=== Aim of the exercise ===
In the data below, find every line that has the string "labels", and copy it.

(Information shown Opens)

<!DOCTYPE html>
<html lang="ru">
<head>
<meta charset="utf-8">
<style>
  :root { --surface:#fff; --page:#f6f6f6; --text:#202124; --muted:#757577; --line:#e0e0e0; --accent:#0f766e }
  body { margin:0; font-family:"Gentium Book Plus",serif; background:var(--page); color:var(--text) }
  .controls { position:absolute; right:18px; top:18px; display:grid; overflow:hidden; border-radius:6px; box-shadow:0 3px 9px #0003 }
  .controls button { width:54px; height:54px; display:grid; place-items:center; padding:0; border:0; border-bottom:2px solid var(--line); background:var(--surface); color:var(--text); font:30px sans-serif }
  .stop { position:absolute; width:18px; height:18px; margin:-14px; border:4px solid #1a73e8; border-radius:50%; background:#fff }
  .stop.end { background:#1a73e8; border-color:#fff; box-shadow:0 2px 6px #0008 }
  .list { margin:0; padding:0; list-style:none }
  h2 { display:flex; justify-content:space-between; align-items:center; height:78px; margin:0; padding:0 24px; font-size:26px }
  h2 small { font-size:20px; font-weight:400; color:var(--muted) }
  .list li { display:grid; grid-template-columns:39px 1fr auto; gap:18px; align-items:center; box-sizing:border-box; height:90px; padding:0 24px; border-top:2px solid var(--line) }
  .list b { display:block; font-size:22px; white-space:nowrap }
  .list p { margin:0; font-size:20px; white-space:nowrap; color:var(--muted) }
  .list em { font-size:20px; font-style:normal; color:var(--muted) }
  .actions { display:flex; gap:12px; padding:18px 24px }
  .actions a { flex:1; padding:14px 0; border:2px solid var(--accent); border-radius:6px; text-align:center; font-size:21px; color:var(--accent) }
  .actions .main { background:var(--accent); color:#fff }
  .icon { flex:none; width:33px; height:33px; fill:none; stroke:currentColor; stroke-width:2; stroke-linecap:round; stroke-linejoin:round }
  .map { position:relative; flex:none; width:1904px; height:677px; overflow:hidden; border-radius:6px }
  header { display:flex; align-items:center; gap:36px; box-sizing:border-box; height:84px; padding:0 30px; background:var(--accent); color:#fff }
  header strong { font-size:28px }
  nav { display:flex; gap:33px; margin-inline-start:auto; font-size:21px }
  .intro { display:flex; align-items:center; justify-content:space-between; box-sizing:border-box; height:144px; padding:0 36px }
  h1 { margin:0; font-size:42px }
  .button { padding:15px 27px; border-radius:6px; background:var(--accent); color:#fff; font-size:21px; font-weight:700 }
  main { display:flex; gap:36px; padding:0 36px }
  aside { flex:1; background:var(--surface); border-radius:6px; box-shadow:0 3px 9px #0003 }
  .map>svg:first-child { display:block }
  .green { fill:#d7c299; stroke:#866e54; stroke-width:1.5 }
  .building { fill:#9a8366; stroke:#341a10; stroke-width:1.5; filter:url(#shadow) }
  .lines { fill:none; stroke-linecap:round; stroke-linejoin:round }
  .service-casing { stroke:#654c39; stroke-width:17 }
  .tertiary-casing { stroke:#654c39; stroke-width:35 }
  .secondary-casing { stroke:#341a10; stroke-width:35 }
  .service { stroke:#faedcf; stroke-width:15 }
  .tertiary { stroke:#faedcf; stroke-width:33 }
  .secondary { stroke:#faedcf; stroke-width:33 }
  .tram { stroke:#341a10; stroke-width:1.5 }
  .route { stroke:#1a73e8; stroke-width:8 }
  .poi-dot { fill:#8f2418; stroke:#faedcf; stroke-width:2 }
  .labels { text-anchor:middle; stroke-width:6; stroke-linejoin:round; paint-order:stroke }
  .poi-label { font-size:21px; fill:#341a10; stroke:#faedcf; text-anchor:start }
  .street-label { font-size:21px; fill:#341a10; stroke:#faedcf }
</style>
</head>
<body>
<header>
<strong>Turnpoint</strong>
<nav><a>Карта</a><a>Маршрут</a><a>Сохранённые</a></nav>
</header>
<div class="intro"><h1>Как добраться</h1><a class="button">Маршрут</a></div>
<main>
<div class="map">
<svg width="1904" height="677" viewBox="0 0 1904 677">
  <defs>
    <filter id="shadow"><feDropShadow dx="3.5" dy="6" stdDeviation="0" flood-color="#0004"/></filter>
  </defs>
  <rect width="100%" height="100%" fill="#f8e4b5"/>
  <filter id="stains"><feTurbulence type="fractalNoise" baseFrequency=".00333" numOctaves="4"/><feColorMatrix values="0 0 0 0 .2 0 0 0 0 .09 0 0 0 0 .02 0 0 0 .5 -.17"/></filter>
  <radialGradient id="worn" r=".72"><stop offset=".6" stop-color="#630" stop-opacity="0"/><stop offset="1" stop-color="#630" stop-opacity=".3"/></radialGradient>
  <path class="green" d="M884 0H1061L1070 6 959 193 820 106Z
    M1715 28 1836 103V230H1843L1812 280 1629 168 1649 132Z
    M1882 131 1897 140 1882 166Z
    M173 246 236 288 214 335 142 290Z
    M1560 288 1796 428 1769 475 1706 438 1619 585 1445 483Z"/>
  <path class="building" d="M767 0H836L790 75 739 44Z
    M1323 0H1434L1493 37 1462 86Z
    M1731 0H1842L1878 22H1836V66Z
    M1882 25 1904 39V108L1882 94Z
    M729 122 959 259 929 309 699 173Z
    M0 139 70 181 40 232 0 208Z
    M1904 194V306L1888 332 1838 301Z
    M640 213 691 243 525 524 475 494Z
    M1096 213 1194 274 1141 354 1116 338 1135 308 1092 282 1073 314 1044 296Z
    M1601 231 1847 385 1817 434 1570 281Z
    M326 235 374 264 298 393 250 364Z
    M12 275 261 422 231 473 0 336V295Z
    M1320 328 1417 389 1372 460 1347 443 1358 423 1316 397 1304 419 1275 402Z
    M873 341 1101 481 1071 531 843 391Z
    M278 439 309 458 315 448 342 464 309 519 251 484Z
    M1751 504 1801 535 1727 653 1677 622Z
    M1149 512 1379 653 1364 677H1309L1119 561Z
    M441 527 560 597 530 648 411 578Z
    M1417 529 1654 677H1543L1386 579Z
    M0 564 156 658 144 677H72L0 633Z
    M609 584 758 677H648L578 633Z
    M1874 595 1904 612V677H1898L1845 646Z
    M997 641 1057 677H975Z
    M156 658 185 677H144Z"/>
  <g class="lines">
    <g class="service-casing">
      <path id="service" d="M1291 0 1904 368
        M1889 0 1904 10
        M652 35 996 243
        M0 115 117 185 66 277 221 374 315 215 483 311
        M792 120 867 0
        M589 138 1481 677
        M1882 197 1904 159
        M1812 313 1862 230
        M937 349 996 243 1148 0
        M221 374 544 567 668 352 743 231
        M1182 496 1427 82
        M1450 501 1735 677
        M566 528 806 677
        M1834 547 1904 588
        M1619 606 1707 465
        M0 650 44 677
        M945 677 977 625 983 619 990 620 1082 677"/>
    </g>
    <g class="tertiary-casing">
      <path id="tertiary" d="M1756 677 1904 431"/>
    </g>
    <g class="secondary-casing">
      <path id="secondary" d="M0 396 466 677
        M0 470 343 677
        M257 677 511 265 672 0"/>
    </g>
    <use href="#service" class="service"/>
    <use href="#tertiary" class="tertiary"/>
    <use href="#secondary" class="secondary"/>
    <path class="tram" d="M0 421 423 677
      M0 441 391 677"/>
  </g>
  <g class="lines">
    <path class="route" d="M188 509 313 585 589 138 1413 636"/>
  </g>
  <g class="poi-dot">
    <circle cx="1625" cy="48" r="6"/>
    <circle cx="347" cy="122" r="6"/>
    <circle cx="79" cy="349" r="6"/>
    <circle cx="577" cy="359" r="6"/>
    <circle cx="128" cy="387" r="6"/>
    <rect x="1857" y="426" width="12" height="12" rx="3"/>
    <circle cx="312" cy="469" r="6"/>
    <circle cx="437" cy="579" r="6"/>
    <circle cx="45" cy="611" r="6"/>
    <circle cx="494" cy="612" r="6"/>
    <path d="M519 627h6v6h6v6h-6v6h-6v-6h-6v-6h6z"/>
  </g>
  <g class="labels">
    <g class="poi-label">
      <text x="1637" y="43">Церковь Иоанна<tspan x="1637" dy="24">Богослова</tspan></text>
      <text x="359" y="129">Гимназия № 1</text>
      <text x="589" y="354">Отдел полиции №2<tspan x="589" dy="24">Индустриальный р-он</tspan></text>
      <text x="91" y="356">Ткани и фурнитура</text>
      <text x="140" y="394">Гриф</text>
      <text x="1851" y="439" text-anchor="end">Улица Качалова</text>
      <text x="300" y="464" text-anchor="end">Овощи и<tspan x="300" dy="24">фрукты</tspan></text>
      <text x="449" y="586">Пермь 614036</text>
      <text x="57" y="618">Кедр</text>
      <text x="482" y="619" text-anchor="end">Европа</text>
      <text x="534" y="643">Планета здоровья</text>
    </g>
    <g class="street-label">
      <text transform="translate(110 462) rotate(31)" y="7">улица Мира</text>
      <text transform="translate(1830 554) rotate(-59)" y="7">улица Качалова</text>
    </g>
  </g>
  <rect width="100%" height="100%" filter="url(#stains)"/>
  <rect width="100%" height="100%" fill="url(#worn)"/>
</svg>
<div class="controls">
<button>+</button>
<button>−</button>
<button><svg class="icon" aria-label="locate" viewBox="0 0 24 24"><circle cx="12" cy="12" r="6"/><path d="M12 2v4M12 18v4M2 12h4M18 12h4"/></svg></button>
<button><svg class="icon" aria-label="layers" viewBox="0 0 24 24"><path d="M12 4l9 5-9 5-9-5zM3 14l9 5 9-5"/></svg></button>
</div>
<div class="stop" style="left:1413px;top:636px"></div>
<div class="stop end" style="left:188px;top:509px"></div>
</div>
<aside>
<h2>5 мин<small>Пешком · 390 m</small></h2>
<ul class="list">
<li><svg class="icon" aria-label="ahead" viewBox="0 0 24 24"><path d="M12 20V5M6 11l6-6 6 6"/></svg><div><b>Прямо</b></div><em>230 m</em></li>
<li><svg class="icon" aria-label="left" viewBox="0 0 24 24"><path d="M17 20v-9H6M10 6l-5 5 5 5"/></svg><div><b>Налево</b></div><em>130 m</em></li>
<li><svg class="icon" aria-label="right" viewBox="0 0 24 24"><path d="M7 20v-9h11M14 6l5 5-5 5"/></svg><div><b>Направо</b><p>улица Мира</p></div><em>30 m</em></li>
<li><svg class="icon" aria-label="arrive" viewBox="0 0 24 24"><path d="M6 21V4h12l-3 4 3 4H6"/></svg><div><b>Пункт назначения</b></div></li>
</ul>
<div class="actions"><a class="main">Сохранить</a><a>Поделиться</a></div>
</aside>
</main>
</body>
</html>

(Information shown Closes)

=== Answer space ===
  .labels { text-anchor:middle; stroke-width:6; stroke-linejoin:round; paint-order:stroke }
  <g class="labels">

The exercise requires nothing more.